The pilots made the decision to turn back “in strict accordance with procedures and as a precautionary measure… following a minor technical problem in order to carry out ground checks,” Air France said.
The plane landed at New York’s John F. Kennedy International airport “without incident” at 10:17 p.m. ET on Friday, November 27, Air France said. The plane was serviced and later completed its transatlantic journey, the airline said.
Air France had begun flying the brand-new A380 across the Atlantic only days before, Airbus said.
Its inaugural commercial flight from Paris’ Charles de Gaulle airport to JFK was on November 21.
Air France became the fourth airline to operate the superjumbo when it received its first A380 at the end of last month."
Is it normal for a flight like this to return to its airport of origin? Obviously if it were some sort of emergency they would put down at the closest available strip… did the pilot or maybe the FO forget their laptop?
New A380 captain transitioning from the A340 made this trip numerous times and can do it in his sleep - calculated only enough fuel for an A340 to make the trip. FO doing routine in-flight fuel calculations tells captain they don’t have enough fuel to make the trip…?

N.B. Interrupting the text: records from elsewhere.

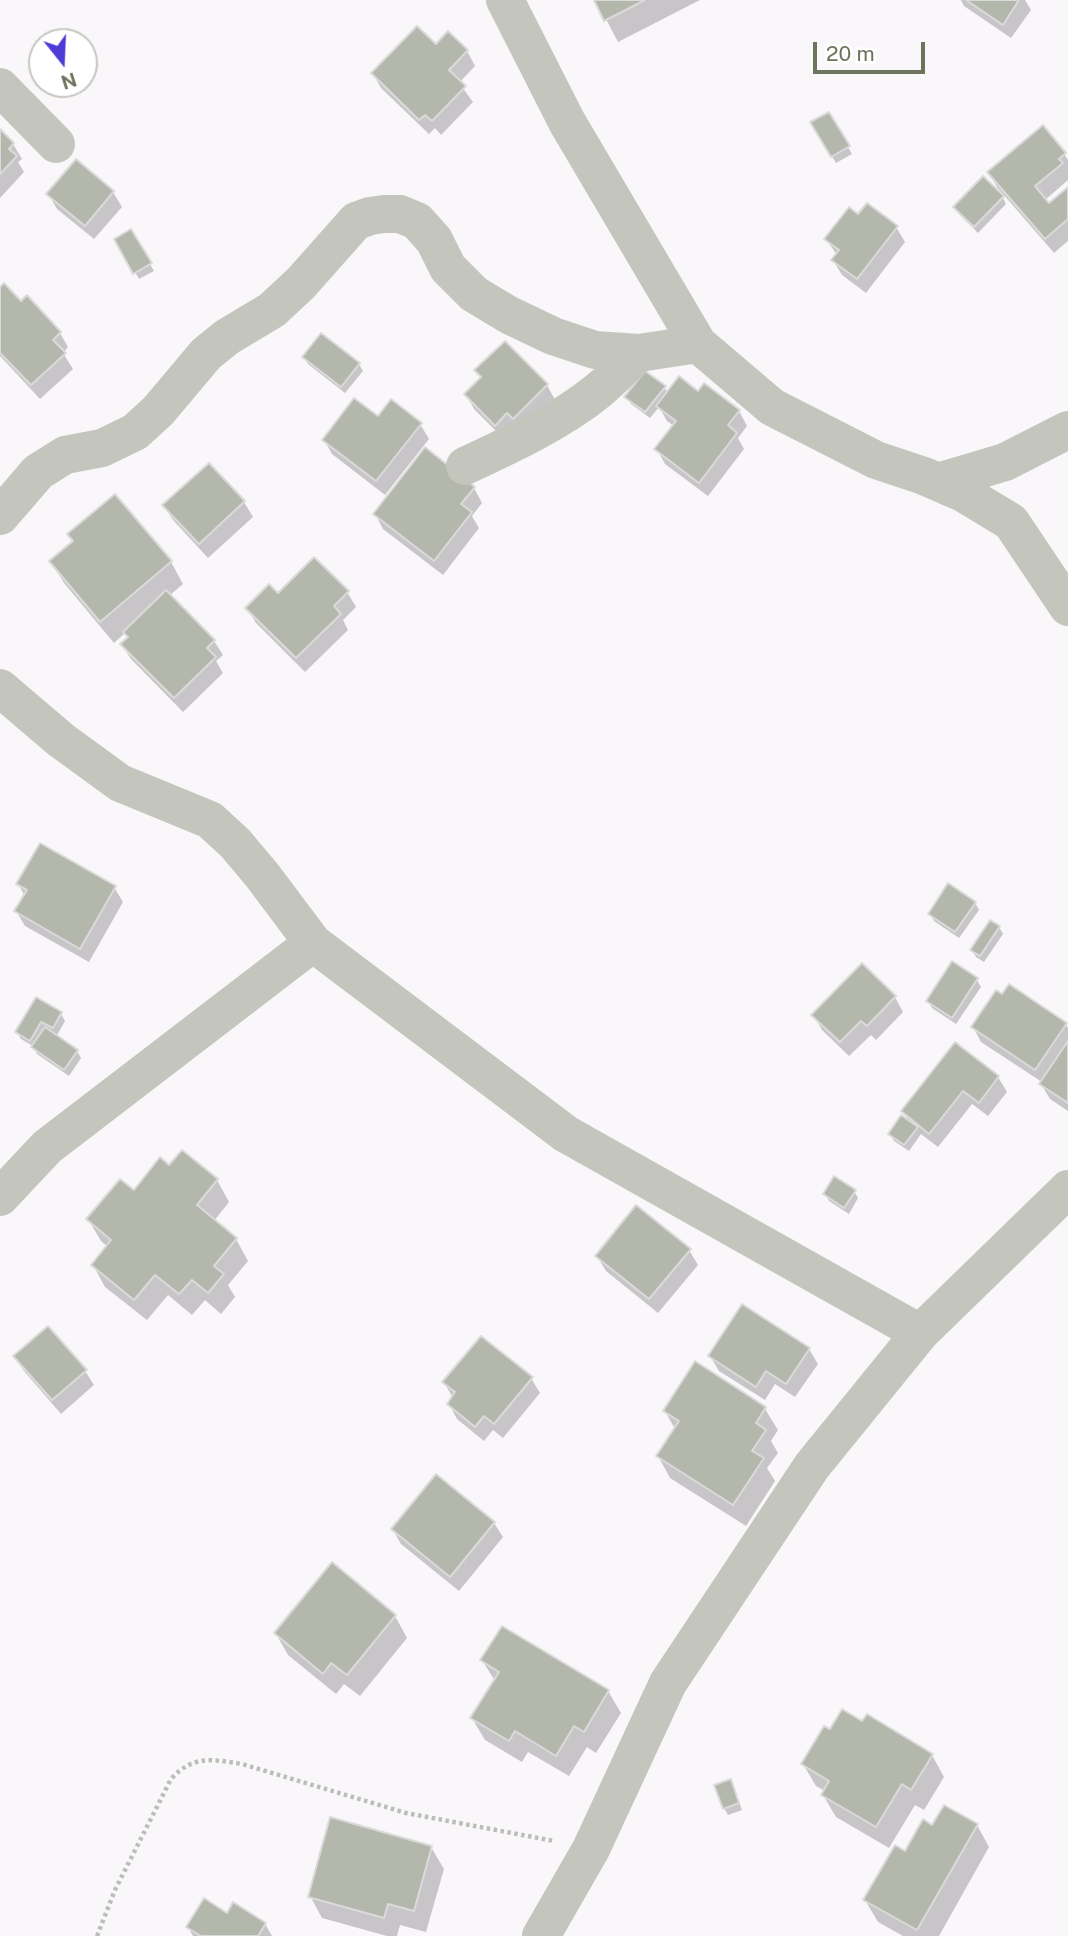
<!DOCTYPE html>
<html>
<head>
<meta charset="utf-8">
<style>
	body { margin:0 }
	#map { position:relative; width:1068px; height:1936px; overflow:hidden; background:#f9f7f9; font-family:"Public Sans",sans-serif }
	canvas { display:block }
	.north { position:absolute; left:28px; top:28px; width:70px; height:70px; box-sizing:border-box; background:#fff; border:2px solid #c5c7bf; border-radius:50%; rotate:162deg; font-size:19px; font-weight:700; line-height:28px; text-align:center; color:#6d745e }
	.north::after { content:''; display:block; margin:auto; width:24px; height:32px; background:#4f3bd6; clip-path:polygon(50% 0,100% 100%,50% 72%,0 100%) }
	.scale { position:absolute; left:813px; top:42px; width:112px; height:32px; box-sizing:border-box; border:4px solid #6d745e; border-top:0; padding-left:9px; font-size:21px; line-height:24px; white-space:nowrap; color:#6d745e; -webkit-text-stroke:5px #fff; paint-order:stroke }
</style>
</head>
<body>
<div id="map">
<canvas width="1068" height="1936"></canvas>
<div class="north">N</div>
<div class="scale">20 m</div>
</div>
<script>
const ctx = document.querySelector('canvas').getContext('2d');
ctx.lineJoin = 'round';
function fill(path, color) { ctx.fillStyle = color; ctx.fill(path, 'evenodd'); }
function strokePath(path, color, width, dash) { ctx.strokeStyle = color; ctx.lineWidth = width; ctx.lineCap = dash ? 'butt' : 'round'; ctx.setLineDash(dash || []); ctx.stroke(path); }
fill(new Path2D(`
	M596,0H700L618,42Z
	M961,0H1025L1031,10L1011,38L964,6Z
	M448,34L467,51L475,66L459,83L473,102L441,135L435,128L429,134L381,88L373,74L436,47Z
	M829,114L852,154L836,163L812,123Z
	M0,131L13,144L22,159L18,162L24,172L0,198Z
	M1064,154L1068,160V180L1045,200L1049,206L1068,189V241L1054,253L997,187L989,173Z
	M113,192L122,207L94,239L57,209L49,195Z
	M1002,196L1006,204L978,233L959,214L955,207Z
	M858,217L896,227L905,242L866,293L842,275L833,260L837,255L826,239Z
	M131,231L154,271L139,279L116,240Z
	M0,290L60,333L68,347L63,353L73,369L40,399L0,356Z
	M304,357L359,364L363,371L345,393L308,364Z
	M476,371L547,385L555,400L504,439L474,409L466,394L481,379Z
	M664,387L668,394L698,393L739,411L747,426L738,438L744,449L708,496L665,464L657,449L674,426L667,421L659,407L650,418L631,404L627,397Z
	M420,424L429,439L385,495L332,454L324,440Z
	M209,465L244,502L253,517L208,558L173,520L164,506Z
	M474,488L482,503L472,516L479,528L443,575L383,529L375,514Z
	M115,497L171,562L183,584L169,596L214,641L223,655L216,661L223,673L183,712L131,659L122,645L129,639L125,633L114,643L64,583L51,561L74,542Z
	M347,592L356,607L343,620L348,630L305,672L256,623L247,608L278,595Z
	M18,884L114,887L123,902L89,962L25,926L16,911L25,896Z
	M975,903L979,910L959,938L934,921L930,914Z
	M999,927L1003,934L984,962L976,957L972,950Z
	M977,980L981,987L956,1024L932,1008L928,1001Z
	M895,997L903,1012L876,1040L871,1035L849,1056L822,1030L814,1015Z
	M61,1014L65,1021L56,1037L77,1051L81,1058L69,1076L37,1054L33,1046L21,1039L17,1032Z
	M1066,1024L1068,1028V1111L1050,1099L1041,1084L1042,1082L981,1042L973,1027Z
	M955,1045L998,1077L1007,1092L988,1116L972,1104L938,1147L921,1134L909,1151L894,1141L890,1134L910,1124L903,1111Z
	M170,1167L217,1180L229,1202L214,1221L236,1239L248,1261L228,1285L235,1297L221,1314L205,1300L192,1315L168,1295L147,1320L105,1287L93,1265L108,1247L101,1241L88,1219L134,1193Z
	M854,1191L858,1198L849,1214L829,1201L825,1194Z
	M689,1250L698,1265L658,1313L606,1271L597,1256Z
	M809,1349L818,1364L795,1397L775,1384L765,1400L719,1371L710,1356Z
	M15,1357L85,1371L94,1385L61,1414L24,1371Z
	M695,1364L765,1409L778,1430L771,1441L778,1453L767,1468L775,1481L746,1526L670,1478L658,1456L675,1429L665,1411Z
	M531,1378L540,1393L503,1438L493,1430L484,1441L457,1419L449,1404L453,1398L444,1382Z
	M494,1523L503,1537L459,1591L401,1544L393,1530Z
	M395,1616L407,1638L360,1696L344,1684L336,1694L288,1655L276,1634Z
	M482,1660L608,1691L621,1713L596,1753L587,1747L569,1776L528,1752L522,1762L485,1740L472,1718L495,1681Z
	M862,1723L932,1755L944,1777L924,1810L915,1805L889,1848L836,1817L823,1795L825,1791L816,1786L803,1764L831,1731Z
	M734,1788L742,1810L728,1815L724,1808Z
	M977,1825L989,1847L939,1936H903L878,1922L865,1900L906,1853L933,1827Z
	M431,1847L444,1869L426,1932L400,1925L397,1936H387L322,1918L310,1896Z
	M234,1904L265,1924L272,1936H193L188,1927L227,1915Z`), '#0003');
const building = new Path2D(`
	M594,0H645L604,21Z
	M966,0H1019L1003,25Z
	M417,26L436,44L448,31L468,50L449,70L466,86L432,121L425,115L419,120L371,73Z
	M829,112L850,146L831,157L810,122Z
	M1043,125L1066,153L1059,159L1063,163L1035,186L1049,203L1068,187V219L1045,239L987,172Z
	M0,129L14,143L9,149L17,156L0,174Z
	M76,159L114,191L85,226L46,194Z
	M983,176L1004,196L974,227L953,207Z
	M867,203L898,226L857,279L831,260L839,250L824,239L849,207L858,214Z
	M131,229L152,263L133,274L114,239Z
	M4,283L21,301L27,295L61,332L53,340L66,353L31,385L0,353V287Z
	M321,333L360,363L341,387L302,357Z
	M505,341L548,384L513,419L507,413L495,426L464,394L481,377L474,370Z
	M645,371L666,386L645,412L624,397Z
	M679,376L698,391L704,383L740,410L728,425L737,433L699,483L654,449L676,421L656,406Z
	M354,398L378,416L391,399L422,423L376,481L322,440Z
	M425,447L475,487L461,504L472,512L434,561L373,514Z
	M209,463L245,501L199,544L162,505Z
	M115,494L172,561L100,622L49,561L73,541L67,534Z
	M314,557L349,591L334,606L341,614L296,658L245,608L269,584L278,593Z
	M166,590L215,640L207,648L216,657L174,698L120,644L128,637L123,632Z
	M40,843L116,886L80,949L14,911L27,890L16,884Z
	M948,883L976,902L955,932L928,914Z
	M990,920L1000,926L980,956L970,950Z
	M952,961L978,978L952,1018L926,1001Z
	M862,963L896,996L867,1026L861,1021L840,1042L811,1015Z
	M1009,984L1067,1023L1035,1070L971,1027L996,990L1002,994Z
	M36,997L62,1012L53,1028L41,1022L30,1041L15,1032Z
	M45,1027L78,1050L64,1070L31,1047Z
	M1068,1041V1103L1039,1084Z
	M955,1042L999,1076L979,1103L963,1091L929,1134L901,1111Z
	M901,1115L918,1127L904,1145L888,1134Z
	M182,1150L218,1179L197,1205L237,1238L214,1266L224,1274L208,1293L192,1280L179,1294L155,1275L134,1300L91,1265L111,1240L86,1219L120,1179L134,1190L160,1157L169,1165Z
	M834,1176L856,1190L844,1208L823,1194Z
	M636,1205L691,1249L649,1299L595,1256Z
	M742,1304L810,1348L786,1384L766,1371L756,1387L708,1356Z
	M48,1326L87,1370L52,1400L13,1356Z
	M481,1336L533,1377L494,1424L484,1416L475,1427L447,1404L455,1392L442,1382Z
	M695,1361L766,1407L756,1423L766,1430L752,1451L764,1458L733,1505L656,1456L679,1421L663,1411Z
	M436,1474L495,1522L450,1577L391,1529Z
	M332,1562L396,1615L347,1675L331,1663L323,1674L274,1633Z
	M502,1626L609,1690L584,1732L574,1726L556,1756L515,1731L509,1741L470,1718L499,1672L480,1660Z
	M842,1709L862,1721L867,1714L933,1754L911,1790L902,1784L876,1827L821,1795L829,1781L801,1764L824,1726L830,1729Z
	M731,1779L739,1803L723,1809L714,1785Z
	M944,1805L978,1824L917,1930L863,1900L895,1845L905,1851L923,1819L932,1825Z
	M330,1817L432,1846L414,1911L388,1904L384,1918L308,1897Z
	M204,1898L227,1913L233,1902L266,1923L258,1936H201L186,1927Z`);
fill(building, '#b4b7ab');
strokePath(building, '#dbdadb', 2);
strokePath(new Path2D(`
	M97,1936L115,1890L171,1779C193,1755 211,1759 242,1764L406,1813L554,1841`), '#bbbdb7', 4.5, [3.5, 3.5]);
strokePath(new Path2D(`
	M505,0L567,122L698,344L772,407L876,460L924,476L963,493L1011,522L1068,607
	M0,87L56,144
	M465,466C510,445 560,422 599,390C613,378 626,365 639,353
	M938,482L1005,462L1068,430
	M0,516L38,472L65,455L102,448L135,432L158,411L206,354L227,337L272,310L301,283L356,221L370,216L384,214H400L417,221L434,240L448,268L474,294L509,315L553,336L595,350L639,353L698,344
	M0,688L61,740L120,783L210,820L235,843L262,875L313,943L566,1134L920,1333
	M0,1197L47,1147L313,943
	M541,1936L591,1849L668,1683L812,1466L920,1333L1068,1189`), '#c4c6be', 38);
</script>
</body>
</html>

Incident: Air France A388 near Long Island on Nov 27th 2009, autopilot problems
By Simon Hradecky, created Saturday, Nov 28th 2009 11:28Z, last updated Saturday, Nov 28th 2009 11:37Z
An Air France Airbus A380-800, registration F-HPJA performing flight AF-7 from New York JFK,NY (USA) to Paris Charles de Gaulle (France), was climbing out of New York at about abeam the eastern tip of Long Island, when the crew did not accept a clearance to climb above FL280 reporting they were not RVSM compliant because of autopilot problems. The airplane levelled off at FL280 and continued eastwards for another 30 minutes, then the crew decided they were unable to fix the problem and needed to return to New York’s John F. Kennedy airport, where the airplane landed safely about another hour later and about 1:45 hours after departure.
The airplane was able to depart again about 4 hours after the return and is currently estimated to reach Paris with a delay of 6:15 hours.
Typically they will return back to the origin in a situation like this. AF has a station at BOS but BOS doesn’t see the A380 and their gate there may not be able to handle it.